Lehna Huie is a multi-disciplinary artist and cultural worker of Jamaican heritage b. NYC 1988. Extending beyond monolithic perspectives, Lehna is committed to uplifting stories of Black identity as a means to explore international connections among the Pan African and Caribbean Diasporas. Her work concentrates on themes such as the soul, migration, non-linear time and remembrance as a means to recover untold narratives of those whose lived experiences have been erased and distorted by the chronicles of colonialism. Huies works are reflected through weaving multiple visual art forms as cultural vignettes rooted in an archival practice. Varying in scale, medium and surface, Lehna draws together clusters of accumulated art pieces, personal and found objects by using non-traditional approaches to representational portraiture.

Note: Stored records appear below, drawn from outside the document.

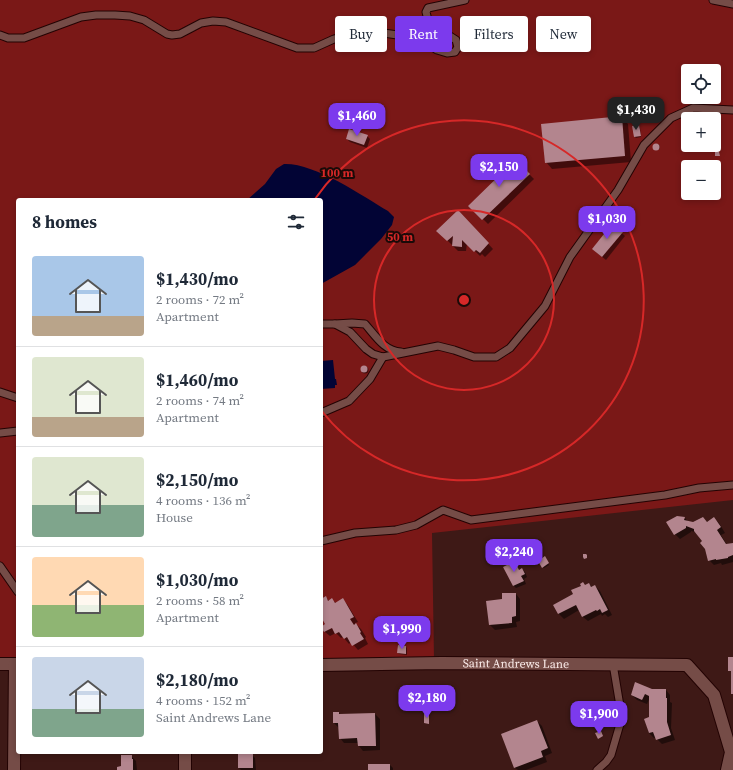 <!DOCTYPE html>
<html lang="en">
<head>
<meta charset="utf-8">
<style>
  :root { --surface:#fff; --page:#f6f6f7; --text:#1f2937; --muted:#747a83; --line:#e0e1e3; --accent:#7c3aed }
  body { margin:0; font-family:"Source Serif 4",serif; background:var(--page); color:var(--text); height:100vh; display:flex; flex-direction:column; font-size:15px; white-space:nowrap }
  * { box-sizing:border-box; margin:0 }
  p { font-size:13px; color:var(--muted) }
  .icon { flex:none; width:22px; height:22px; fill:none; stroke:currentColor; stroke-width:2; stroke-linecap:round; stroke-linejoin:round }
  .map { position:relative; flex:1; overflow:hidden }
  .sheet { position:absolute; left:16px; top:198px; width:307px; height:556px; display:flex; flex-direction:column; background:var(--surface); border-radius:4px; box-shadow:0 2px 6px #0003 }
  .sheet>* { flex:none }
  .guide { position:absolute; left:335px; top:16px; width:338px; height:36px; display:flex; gap:8px }
  .buttons { position:absolute; left:681px; top:64px; display:grid; gap:8px }
  .buttons a { display:grid; place-items:center; width:40px; height:40px; border-radius:4px; background:var(--surface); box-shadow:0 2px 6px #0003; font-size:20px }
  .price { position:absolute; translate:-50% -34px; padding:0 9px; border-radius:8px; background:var(--accent); color:#fff; font-size:13px; line-height:26px; filter:drop-shadow(0 1px 2px #0008) }
  .price::after { content:''; position:absolute; left:50%; top:24px; width:12px; height:9px; margin-left:-6px; background:inherit; clip-path:polygon(0 0,100% 0,50% 100%) }
  .price.active { background:#222; color:#fff }
  ul { padding:0; list-style:none }
  li { display:flex; align-items:center; gap:12px; height:100px; padding:0 16px }
  li+li { border-top:1px solid var(--line) }
  li span { display:grid; place-items:center; flex:none; width:112px; height:80px; border-radius:4px; color:#555 }
  li>.icon { margin-inline-start:auto }
  span .icon { width:48px; height:48px; fill:#fffc; stroke-width:1 }
  li b { font-size:17px }
  h2 { display:flex; justify-content:space-between; align-items:center; height:48px; padding:0 16px; font-size:17px }
  .pill { padding:0 14px; border-radius:4px; background:var(--surface); box-shadow:0 2px 6px #0003; font-size:14px; line-height:36px }
  .pill.active { background:var(--accent); color:#fff }
  .map>svg:first-child { display:block }
</style>
</head>
<body>
<div class="map">
<svg width="733" height="770" viewBox="0 0 733 770">
  <rect width="100%" height="100%" fill="#3e1916"/>
  <!-- green -->
  <path fill="#7a1817" fill-rule="evenodd" d="M0 0H733V500L432 533 434 659 321 660V200H18V657H0ZM688 71H714V97H688ZM688 119H714V145H688ZM688 167H714V193H688Z"/>
  <!-- water -->
  <g fill="#020435">
    <path d="M284 164C315 163 361 195 388 211L394 217 392 225 381 239 355 265 321 284V200H247L265 184 276 169Z"/>
    <polygon points="333,360 335,379 336,379 337,385 335,385 335,388 321,389 321,361"/>
  </g>
  <!-- shadow -->
  <g fill="#0007">
    <polygon points="621,117 628,124 631,162 552,169 546,162"/>
    <polygon points="639,126 640,128 641,137 636,138 635,137"/>
    <polygon points="367,136 370,139 367,148 350,142 347,139"/>
    <circle cx="657" cy="147" r="3"/>
    <polygon points="511,156 534,179 488,224 470,206 510,166"/>
    <polygon points="463,216 493,249 485,257 482,254 480,256 467,243 466,251 458,251 438,231"/>
    <polygon points="612,225 625,236 606,260 596,252"/>
    <circle cx="365" cy="370" r="3.5"/>
    <polygon points="685,518 688,522 693,523 703,518 708,523 714,519 719,523 725,533 721,535 727,545 733,544 733,562 722,565 721,563 714,565 709,560 703,541 695,532 691,531 691,532 680,539 675,534"/>
    <polygon points="546,559 549,565 544,568 543,567"/>
    <polygon points="514,563 517,566 520,570 522,569 525,572 527,577 524,579 526,584 516,588 513,585"/>
    <polygon points="589,584 592,587 595,586 600,591 612,615 608,617 605,614 602,616 601,614 588,621 583,617 579,610 564,619 559,614 554,605 575,595"/>
    <polygon points="516,594 520,599 520,621 516,622 517,627 495,630 490,625 503,600"/>
    <polygon points="325,597 329,601 332,600 336,603 342,600 347,604 358,622 355,623 361,629 366,637 365,638 368,644 358,650 351,642 349,644 343,637 341,638 336,633 330,636 325,632 322,627 326,624 321,615 321,600"/>
    <polygon points="399,646 406,647 407,648 407,655 399,654 398,653"/>
    <polygon points="666,690 670,695 670,702 672,703 671,728 675,740 662,744 657,739 656,737 654,738 649,733 645,720 650,718 650,697 647,704 637,700 632,695"/>
    <polygon points="339,713 341,715 375,714 380,719 380,750 363,751 359,746 358,743 344,743 340,738 339,728 334,723"/>
    <polygon points="537,721 542,726 552,753 545,756 547,762 526,770 518,770 515,768"/>
    <polygon points="252,755 255,758 256,770 241,770 239,768"/>
    <polygon points="131,756 136,761 137,770 118,770 122,767"/>
    <polygon points="390,765 393,768 393,770 369,770"/>
  </g>
  <!-- building -->
  <g fill="#b3858e">
    <polygon points="622,116 625,156 545,163 541,124"/>
    <polygon points="639,125 641,136 634,137 632,126"/>
    <polygon points="349,129 368,135 364,145 346,139"/>
    <circle cx="656" cy="147" r="3.5"/>
    <polygon points="715,152 719,152 720,156 715,156"/>
    <polygon points="511,155 530,174 482,220 468,206 509,166 504,161"/>
    <polygon points="458,210 489,243 480,253 476,250 474,252 462,240 462,247 452,246 453,236 447,241 436,231"/>
    <polygon points="612,224 623,232 602,257 592,249"/>
    <circle cx="364" cy="369" r="3.5"/>
    <polygon points="677,516 685,517 684,520 693,522 703,517 707,522 714,517 721,527 717,530 726,544 733,543 733,555 728,557 728,558 716,560 716,559 708,561 705,549 700,543 702,541 694,531 694,529 686,526 686,528 674,535 666,522"/>
    <polygon points="583,554 586,554 587,555 587,558 584,559 583,557"/>
    <polygon points="545,556 549,563 542,568 538,561"/>
    <polygon points="515,561 519,570 522,568 525,574 521,576 524,581 513,586 503,567"/>
    <polygon points="583,582 585,585 589,583 591,587 595,585 608,610 602,613 600,609 597,611 596,610 582,617 576,605 558,614 553,605 573,594 571,590 581,586 580,584"/>
    <polygon points="502,593 516,593 516,616 512,617 512,623 489,625 486,601 502,599"/>
    <polygon points="326,596 328,601 332,598 335,603 343,598 354,617 350,619 354,625 356,623 361,632 360,633 364,639 352,646 347,637 344,639 339,632 335,634 332,628 324,632 321,627 325,624 321,617 321,599"/>
    <polygon points="398,645 406,646 406,654 397,653"/>
    <polygon points="728,657 733,657 733,694 731,694 731,671 728,671"/>
    <polygon points="635,682 652,689 666,689 666,698 667,698 667,722 671,735 656,740 653,732 649,733 644,719 649,717 649,696 645,694 642,700 631,695"/>
    <polygon points="333,712 339,712 339,714 375,713 376,746 358,746 357,738 339,739 338,723 333,723"/>
    <polygon points="424,714 429,714 429,724 424,723"/>
    <polygon points="537,720 548,748 541,751 543,757 514,768 501,734"/>
    <polygon points="601,731 603,736 598,739 595,733"/>
    <rect x="238" y="754" width="15" height="14"/>
    <polygon points="121,755 132,755 132,759 133,759 133,770 117,770 117,767 121,766"/>
    <rect x="368" y="764" width="22" height="6"/>
  </g>
  <g fill="none" stroke-linecap="round" stroke-linejoin="round">
    <defs>
      <g id="lane">
        <polyline points="713,0 733,4"/>
        <polyline points="0,35 8,38 24,38 81,17 96,15 115,15 130,16 144,20 167,34 172,35 180,34 201,23 213,21 226,22 297,48 314,48 334,39 354,33 377,32 404,36 425,42 437,50 447,53 455,52 458,47 456,40 442,31 428,20 426,12 428,8 465,0"/>
        <polyline points="321,324 335,324 350,332 366,349 373,354 383,357 438,346 454,350 474,357 496,357 510,348 545,306 570,257 618,190 644,145 671,118 693,108 733,110"/>
        <path d="M335 324 352 323 365 324C375 335 384 351 401 352"/>
        <polyline points="0,392 18,398"/>
        <polyline points="321,413 349,401 370,379 383,357"/>
        <polyline points="0,433 18,431"/>
        <polyline points="321,541 355,533 396,530 416,525 443,510 471,520 665,495 699,488 733,485"/>
        <polyline points="0,566 18,592"/>
        <polyline points="597,770 606,762 611,755 620,724 620,706 613,664"/>
      </g>
      <g id="street">
        <polyline points="0,664 18,664"/>
        <path id="s1" d="M321 665 441 663 687 665 714 695 731 752 727 770"/>
        <polyline points="185,752 185,770"/>
        <polyline points="14,770 15,664"/>
      </g>
    </defs>
    <!-- lane casing -->
    <use href="#lane" stroke="#230303" stroke-width="9"/>
    <!-- street casing -->
    <use href="#street" stroke="#230303" stroke-width="14"/>
    <!-- lane -->
    <use href="#lane" stroke="#754c47" stroke-width="7"/>
    <!-- street -->
    <use href="#street" stroke="#754c47" stroke-width="12"/>
  </g>
  <!-- distance rings -->
  <g fill="none" stroke="#d62828" stroke-width="2">
    <circle cx="464" cy="300" r="90"/>
    <path d="M315 199A180 180 0 1 1 321 410"/>
  </g>
  <g text-anchor="middle" stroke-width="4" stroke-linejoin="round" paint-order="stroke">
    <!-- street labels -->
    <g font-size="12" fill="#fbecea" stroke="#1a0a08">
      <text dy="4" stroke="none"><textPath href="#s1" startOffset="195">Saint Andrews Lane</textPath></text>
    </g>
  </g>
  <circle cx="464" cy="300" r="6" fill="#d62828" stroke="#1a0a08" stroke-width="2"/>
  <g font-size="12" text-anchor="middle" font-weight="bold" fill="#d62828" stroke="#1a0a08" stroke-width="4" stroke-linejoin="round" paint-order="stroke">
    <text x="337" y="177">100 m</text>
    <text x="400" y="241">50 m</text>
  </g>
</svg>
<div class="buttons">
<a><svg class="icon" aria-label="locate" viewBox="0 0 24 24"><circle cx="12" cy="12" r="6"/><path d="M12 2v4M12 18v4M2 12h4M18 12h4"/></svg></a>
<a>+</a>
<a>−</a>
</div>
<b class="price active" style="left:636px;top:131px">$1,430</b>
<b class="price" style="left:357px;top:137px">$1,460</b>
<b class="price" style="left:499px;top:188px">$2,150</b>
<b class="price" style="left:607px;top:240px">$1,030</b>
<b class="price" style="left:514px;top:573px">$2,240</b>
<b class="price" style="left:402px;top:650px">$1,990</b>
<b class="price" style="left:427px;top:719px">$2,180</b>
<b class="price" style="left:599px;top:735px">$1,900</b>
<div class="guide">
<a class="pill">Buy</a>
<a class="pill active">Rent</a>
<a class="pill">Filters</a>
<a class="pill">New</a>
</div>
<section class="sheet">
<h2>8 homes<svg class="icon" aria-label="filters" viewBox="0 0 24 24"><path d="M4 7h16M4 17h16"/><circle cx="9" cy="7" r="2"/><circle cx="15" cy="17" r="2"/></svg></h2>
<ul>
<li><span style="background:linear-gradient(#a9c7e8 75%,#b9a48a 0)"><svg class="icon" aria-label="home" viewBox="0 0 24 24"><path d="M3 11l9-7 9 7M6 9v11h12V9"/></svg></span><div><b>$1,430/mo</b><p>2 rooms · 72 m²</p><p>Apartment</p></div></li>
<li><span style="background:linear-gradient(#dfe7d0 75%,#b9a48a 0)"><svg class="icon" aria-label="home" viewBox="0 0 24 24"><path d="M3 11l9-7 9 7M6 9v11h12V9"/></svg></span><div><b>$1,460/mo</b><p>2 rooms · 74 m²</p><p>Apartment</p></div></li>
<li><span style="background:linear-gradient(#dfe7d0 60%,#7fa58c 0)"><svg class="icon" aria-label="home" viewBox="0 0 24 24"><path d="M3 11l9-7 9 7M6 9v11h12V9"/></svg></span><div><b>$2,150/mo</b><p>4 rooms · 136 m²</p><p>House</p></div></li>
<li><span style="background:linear-gradient(#ffd9b3 60%,#8fb573 0)"><svg class="icon" aria-label="home" viewBox="0 0 24 24"><path d="M3 11l9-7 9 7M6 9v11h12V9"/></svg></span><div><b>$1,030/mo</b><p>2 rooms · 58 m²</p><p>Apartment</p></div></li>
<li><span style="background:linear-gradient(#c9d6e8 65%,#7fa58c 0)"><svg class="icon" aria-label="home" viewBox="0 0 24 24"><path d="M3 11l9-7 9 7M6 9v11h12V9"/></svg></span><div><b>$2,180/mo</b><p>4 rooms · 152 m²</p><p>Saint Andrews Lane</p></div></li>
</ul>
</section>
</div>
</body>
</html>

Huie honors her heritage through interdisciplinary research methods. Reflecting on facets of her identity, she creates works on surfaces such as painting, wood, canvas and fills wall space using a patchwork approach to accompany her tactile tapestry-like paintings. Huie layers cut up mural scraps, bright patterned textiles and materials, often including video projections and soundscapes.
Her installation environments serve as both living shrines and alternative historical documents of the memory recovered in untold stories. Through using non-traditional approaches to representational portraiture, Huie honors her relatives and ancestral guides through the possibilities of space and dimension. A long-time arts educator, Huie is deeply committed to the fusion of arts and social change as a path to liberation.